Intro Sort — Middle Level¶

Table of Contents¶

Introduction
Deeper Concepts
Comparison with Alternatives
The Depth-Limit Invariant
Pivot Strategies
3-Way Partitioning and Duplicates
Intro Sort vs Pdqsort
Code Examples
Error Handling
Performance Analysis
Best Practices
Visual Animation
Summary

Introduction¶

Focus: "Why does Intro Sort's worst case stay O(n log n)?" and "When does pdqsort beat it?"

At the middle level you stop reading Intro Sort as "three sorts in a trench coat" and start treating it as a single algorithm with three regions of behavior. The questions worth answering:

Why does the depth-limit fallback work? What is the invariant?
How is the pivot chosen and why does the choice matter for the worst case?
Where does Intro Sort lose to pdqsort and Tim Sort?
When should you reach for 3-way partitioning?

Intro Sort is the sort that taught the industry hybrid algorithms are not a hack — they are the correct response to "no single algorithm is optimal everywhere."

Deeper Concepts¶

Invariant: After every partition, the depth budget decreases by 1¶

At call introsort(arr, lo, hi, depth) with range size m = hi - lo + 1:

Either m ≤ CUTOFF and the call exits via Insertion Sort, or
depth == 0 and the call exits via Heap Sort, or
The call performs one partition and recurses with depth - 1 on the right side, then iterates with the same depth - 1 on the left side.
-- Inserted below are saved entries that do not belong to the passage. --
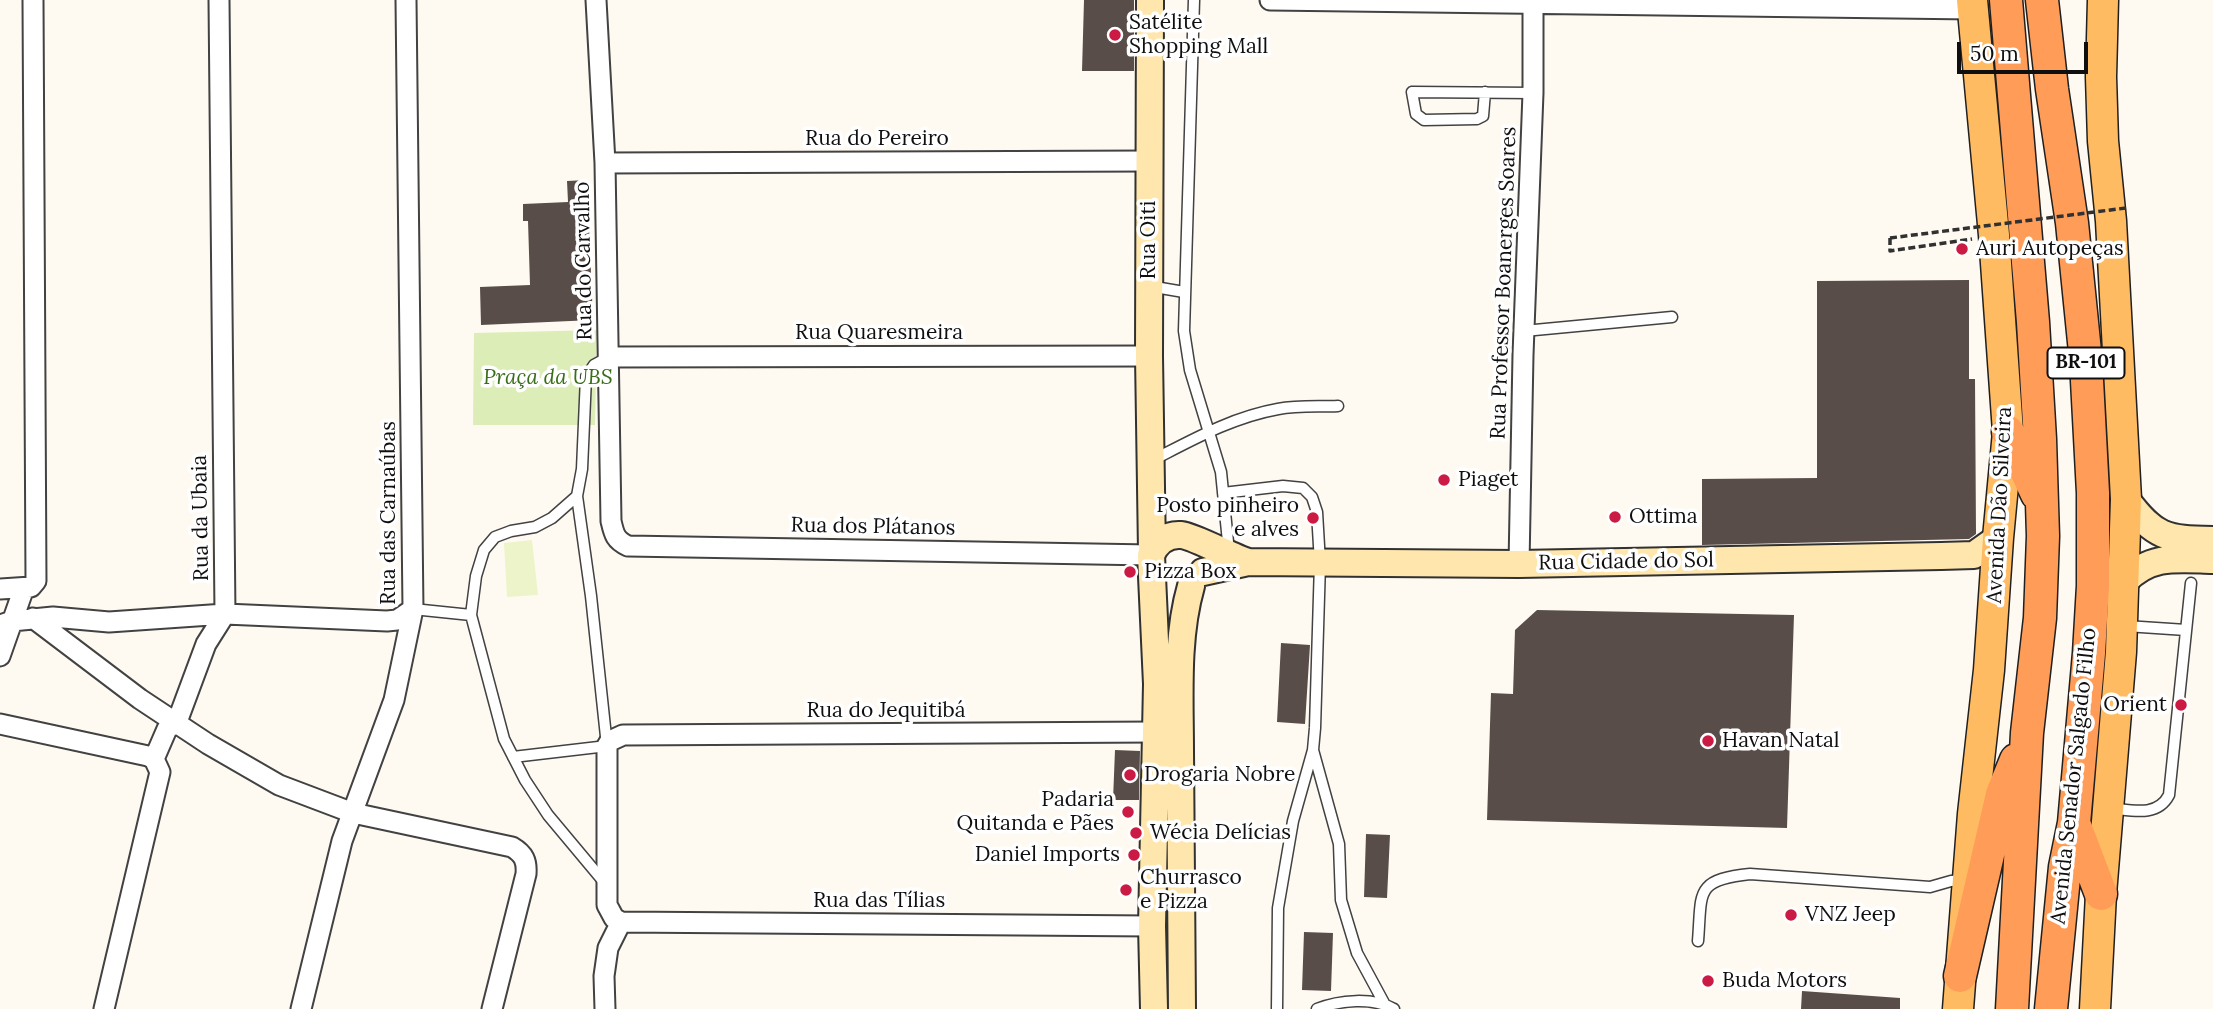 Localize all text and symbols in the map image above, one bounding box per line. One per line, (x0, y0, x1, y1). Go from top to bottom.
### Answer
place label: Satélite Shopping Mall (1129, 10, 1268, 60)
marker: Satélite Shopping Mall (1107, 27, 1123, 43)
scale bar (1961, 28, 2092, 72)
text: 50 m (1970, 40, 2019, 67)
street label: Rua do Pereiro (805, 126, 949, 152)
street label: Rua Professor Boanerges Soares (1486, 126, 1522, 440)
street label: Rua do Carvalho (570, 181, 598, 341)
street label: Rua Oiti (1136, 200, 1162, 280)
place label: Auri Autopeças (1976, 236, 2124, 262)
marker: Auri Autopeças (1954, 241, 1970, 257)
street label: Rua Quaresmeira (795, 320, 963, 346)
road number: BR-101 (2048, 348, 2124, 378)
park label: Praça da UBS (483, 365, 613, 391)
street label: Avenida Dão Silveira (1982, 406, 2018, 604)
street label: Rua das Carnaúbas (376, 421, 402, 605)
street label: Rua da Ubaia (187, 454, 215, 582)
place label: Piaget (1458, 467, 1518, 493)
marker: Piaget (1436, 472, 1452, 488)
place label: Posto pinheiro e alves (1156, 493, 1299, 543)
place label: Ottima (1629, 504, 1698, 530)
marker: Ottima (1607, 509, 1623, 525)
marker: Posto pinheiro e alves (1305, 510, 1321, 526)
street label: Rua dos Plátanos (790, 513, 956, 541)
street label: Rua Cidade do Sol (1538, 548, 1714, 576)
place label: Pizza Box (1144, 559, 1237, 585)
marker: Pizza Box (1122, 564, 1138, 580)
street label: Avenida Senador Salgado Filho (2046, 627, 2102, 925)
place label: Orient (2103, 692, 2167, 718)
marker: Orient (2173, 697, 2189, 713)
street label: Rua do Jequitibá (806, 698, 966, 724)
place label: Havan Natal (1722, 728, 1840, 754)
marker: Havan Natal (1700, 733, 1716, 749)
place label: Drogaria Nobre (1144, 762, 1295, 788)
marker: Drogaria Nobre (1122, 767, 1138, 783)
place label: Padaria Quitanda e Pães (956, 787, 1114, 837)
marker: Padaria Quitanda e Pães (1120, 804, 1136, 820)
place label: Wécia Delícias (1150, 820, 1291, 846)
marker: Wécia Delícias (1128, 825, 1144, 841)
place label: Daniel Imports (975, 842, 1120, 868)
marker: Daniel Imports (1126, 847, 1142, 863)
place label: Churrasco e Pizza (1140, 865, 1242, 915)
marker: Churrasco e Pizza (1118, 882, 1134, 898)
street label: Rua das Tílias (813, 888, 945, 914)
place label: VNZ Jeep (1805, 902, 1896, 928)
marker: VNZ Jeep (1783, 907, 1799, 923)
place label: Buda Motors (1722, 968, 1847, 994)
marker: Buda Motors (1700, 973, 1716, 989)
Consequence: the recursion depth (counted from the original call) never exceeds the initial depth_limit = 2·⌊log₂(n)⌋. After that, Heap Sort takes over the remaining work in O(n log n) total.

Recurrence¶

The cost of an Intro Sort call on a range of size n is:

T(n) = T(k) + T(n - k - 1) + O(n)        with depth budget d
       where k is the index of the pivot after partition.

Base cases:
  T(n) = O(n²)            if n <= CUTOFF       (insertion sort)
  T(n) = O(n log n)        if d == 0           (heap sort)

If pivots are reasonably balanced, the depth budget is never exhausted and T(n) = 2 T(n/2) + O(n) = O(n log n) by the Master Theorem. If pivots are adversarial, the depth budget hits zero after 2 log₂ n levels, and the remaining work — at most n items — is sorted in O(n log n) by Heap Sort. In both branches, the bound is O(n log n). The formal proof lives in professional.md.
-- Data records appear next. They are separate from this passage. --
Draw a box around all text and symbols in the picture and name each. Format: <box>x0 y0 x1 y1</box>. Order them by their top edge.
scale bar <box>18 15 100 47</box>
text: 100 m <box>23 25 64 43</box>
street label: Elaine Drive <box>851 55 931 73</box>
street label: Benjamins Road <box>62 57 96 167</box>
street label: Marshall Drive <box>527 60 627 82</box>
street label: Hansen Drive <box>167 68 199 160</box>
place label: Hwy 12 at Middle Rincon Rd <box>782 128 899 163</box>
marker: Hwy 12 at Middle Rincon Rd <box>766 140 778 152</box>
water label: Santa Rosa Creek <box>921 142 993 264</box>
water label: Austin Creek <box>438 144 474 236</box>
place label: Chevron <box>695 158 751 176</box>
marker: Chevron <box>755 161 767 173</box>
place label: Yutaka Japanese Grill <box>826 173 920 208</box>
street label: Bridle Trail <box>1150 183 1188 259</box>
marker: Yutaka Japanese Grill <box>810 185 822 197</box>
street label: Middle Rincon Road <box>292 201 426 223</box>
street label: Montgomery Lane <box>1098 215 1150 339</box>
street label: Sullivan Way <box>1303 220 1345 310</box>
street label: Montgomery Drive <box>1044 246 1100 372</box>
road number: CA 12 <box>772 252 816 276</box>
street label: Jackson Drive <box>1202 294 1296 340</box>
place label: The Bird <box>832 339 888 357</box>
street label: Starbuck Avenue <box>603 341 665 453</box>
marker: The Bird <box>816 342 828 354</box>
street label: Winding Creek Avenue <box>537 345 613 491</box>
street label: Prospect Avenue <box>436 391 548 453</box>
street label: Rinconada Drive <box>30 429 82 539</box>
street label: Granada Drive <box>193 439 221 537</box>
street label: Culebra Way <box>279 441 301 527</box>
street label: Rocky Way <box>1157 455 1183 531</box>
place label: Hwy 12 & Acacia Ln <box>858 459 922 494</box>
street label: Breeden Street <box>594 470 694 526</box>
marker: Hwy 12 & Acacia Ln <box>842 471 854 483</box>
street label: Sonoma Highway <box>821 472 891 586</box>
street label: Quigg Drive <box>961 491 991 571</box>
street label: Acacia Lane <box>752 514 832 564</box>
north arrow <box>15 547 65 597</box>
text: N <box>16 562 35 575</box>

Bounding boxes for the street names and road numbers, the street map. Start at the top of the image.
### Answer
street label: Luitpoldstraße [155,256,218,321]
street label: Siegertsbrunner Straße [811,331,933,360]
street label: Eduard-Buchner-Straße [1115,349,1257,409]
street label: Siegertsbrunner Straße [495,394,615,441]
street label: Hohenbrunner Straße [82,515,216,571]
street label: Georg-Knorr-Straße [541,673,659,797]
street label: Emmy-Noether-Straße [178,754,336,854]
Why `2 · log₂(n)` specifically?¶

The choice is a tradeoff between:

Larger constant → more chance for Quick Sort to recover from a few bad pivots, less time spent in Heap Sort.
Smaller constant → faster fallback when Quick Sort is genuinely failing.

Musser's original paper used 2 · log₂(n). libstdc++ uses the same. Empirically, on adversarial inputs the fallback fires in < 5% of partitions even at that limit, because median-of-three usually recovers within a few levels.
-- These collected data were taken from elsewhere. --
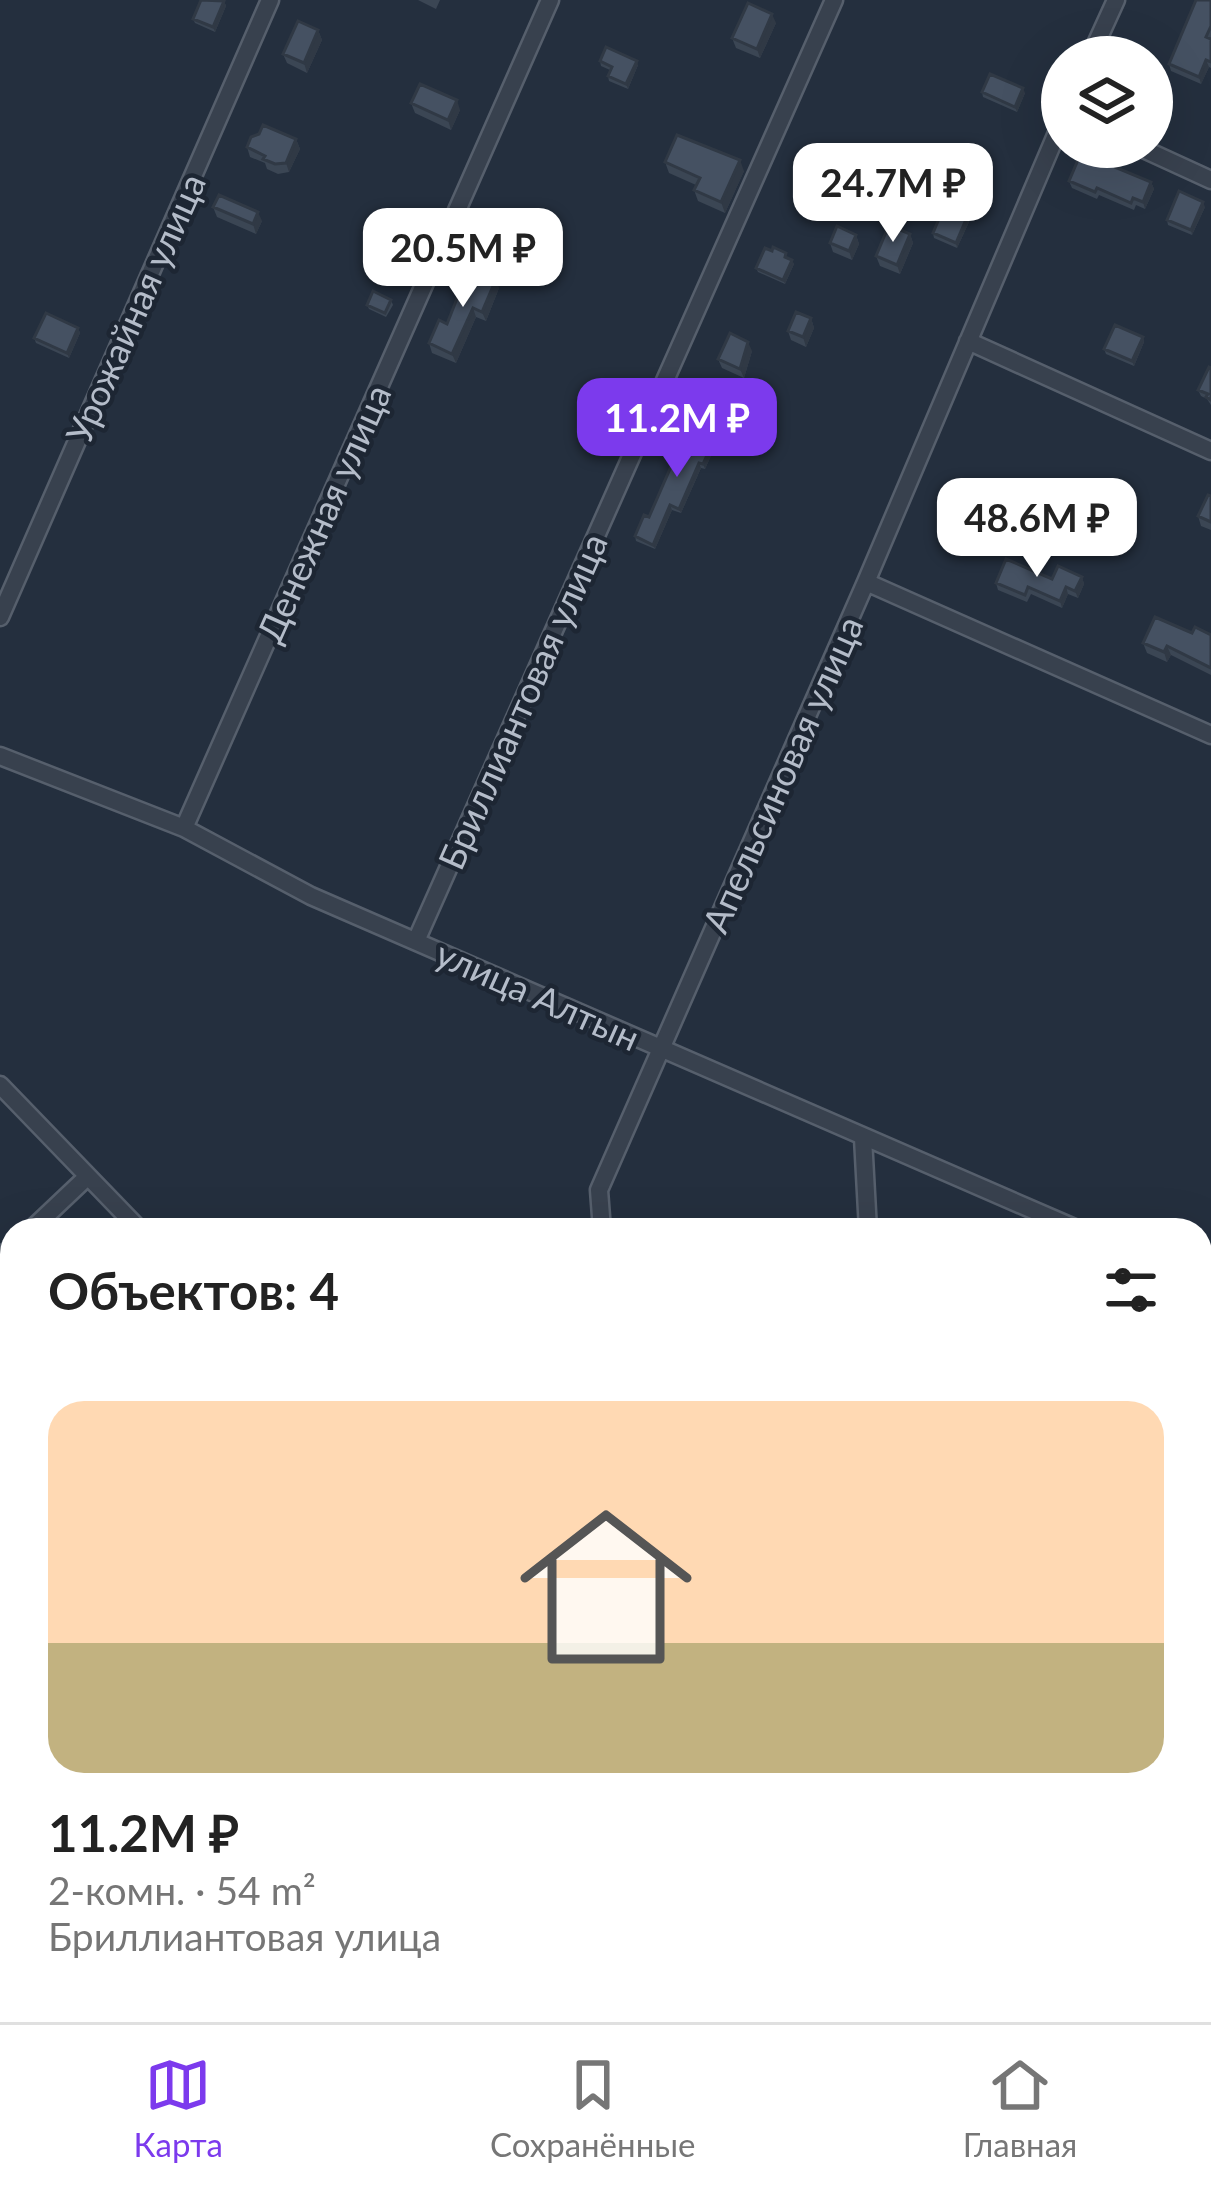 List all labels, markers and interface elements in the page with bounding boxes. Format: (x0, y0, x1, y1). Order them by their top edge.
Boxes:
map controls (1041, 36, 1173, 168)
button: layers (1041, 36, 1173, 168)
pin: 24.7M ₽ (782, 143, 1004, 245)
text: 24.7M ₽ (820, 159, 966, 205)
street label: Урожайная улица (56, 166, 214, 450)
pin: 20.5M ₽ (352, 208, 574, 310)
text: 20.5M ₽ (390, 224, 536, 270)
street label: Денежная улица (247, 377, 399, 649)
pin: 11.2M ₽ (566, 378, 788, 480)
text: 11.2M ₽ (604, 394, 750, 440)
pin: 48.6M ₽ (926, 478, 1148, 580)
text: 48.6M ₽ (964, 494, 1110, 540)
street label: Бриллиантовая улица (428, 526, 616, 876)
street label: Апельсиновая улица (692, 609, 872, 939)
street label: улица Алтын (430, 931, 646, 1059)
icon: filters (1098, 1257, 1164, 1323)
text: Объектов: 4 (48, 1260, 339, 1321)
icon: home (498, 1479, 714, 1695)
text: 11.2M ₽ (48, 1802, 239, 1863)
text: 2-комн. · 54 m² (48, 1867, 316, 1913)
text: Бриллиантовая улица (48, 1913, 441, 1959)
tab: Карта (134, 2052, 223, 2164)
tab: Сохранённые (490, 2052, 695, 2164)
tab: Главная (963, 2052, 1077, 2164)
Insertion-Sort Cutoff as a Single Final Pass¶

In many implementations the per-partition Insertion Sort is replaced by a single Insertion Sort pass over the whole array at the end. After all the partitions finish (each leaving its small unsorted "leftover" intact), the array is almost sorted — every element is within CUTOFF of its final position. One Insertion Sort pass over the entire array is then O(n · CUTOFF) = O(n). This is faster because:

Branch predictor stays in one mode (the per-partition variant constantly enters and exits the cutoff path).
Cache prefetcher loves the sequential access.
Fewer function call boundaries.

Comparison with Alternatives¶

Attribute	Intro Sort	Quick Sort	Heap Sort	Tim Sort	Merge Sort	Pdqsort
Time (best)	O(n log n)	O(n log n)	O(n log n)	O(n)	O(n log n)	O(n)
Time (avg)	O(n log n)	O(n log n)	O(n log n)	O(n log n)	O(n log n)	O(n log n)
Time (worst)	O(n log n)	O(n²)	O(n log n)	O(n log n)	O(n log n)	O(n log n)
Space	O(log n)	O(log n)	O(1)	O(n)	O(n)	O(log n)
Stable	No	No	No	Yes	Yes	No
Adaptive	No	No	No	Yes	No	Yes
In-place	Yes	Yes	Yes	No	No	Yes
Cache	Excellent	Excellent	Poor	Good	Good	Excellent
Best for	General-purpose unstable	Random data	Worst-case guarantee	Real data with runs	Stable sort	Modern general-purpose

Choose Intro Sort when: you need an in-place unstable sort with a worst-case O(n log n) guarantee, and pdqsort is not available. Choose Pdqsort when: you also want adaptivity to nearly-sorted data. Choose Tim Sort when: you need stability AND adaptivity (Python's sorted(), Java Arrays.sort for objects). Choose Merge Sort when: you need stability and don't care about extra memory.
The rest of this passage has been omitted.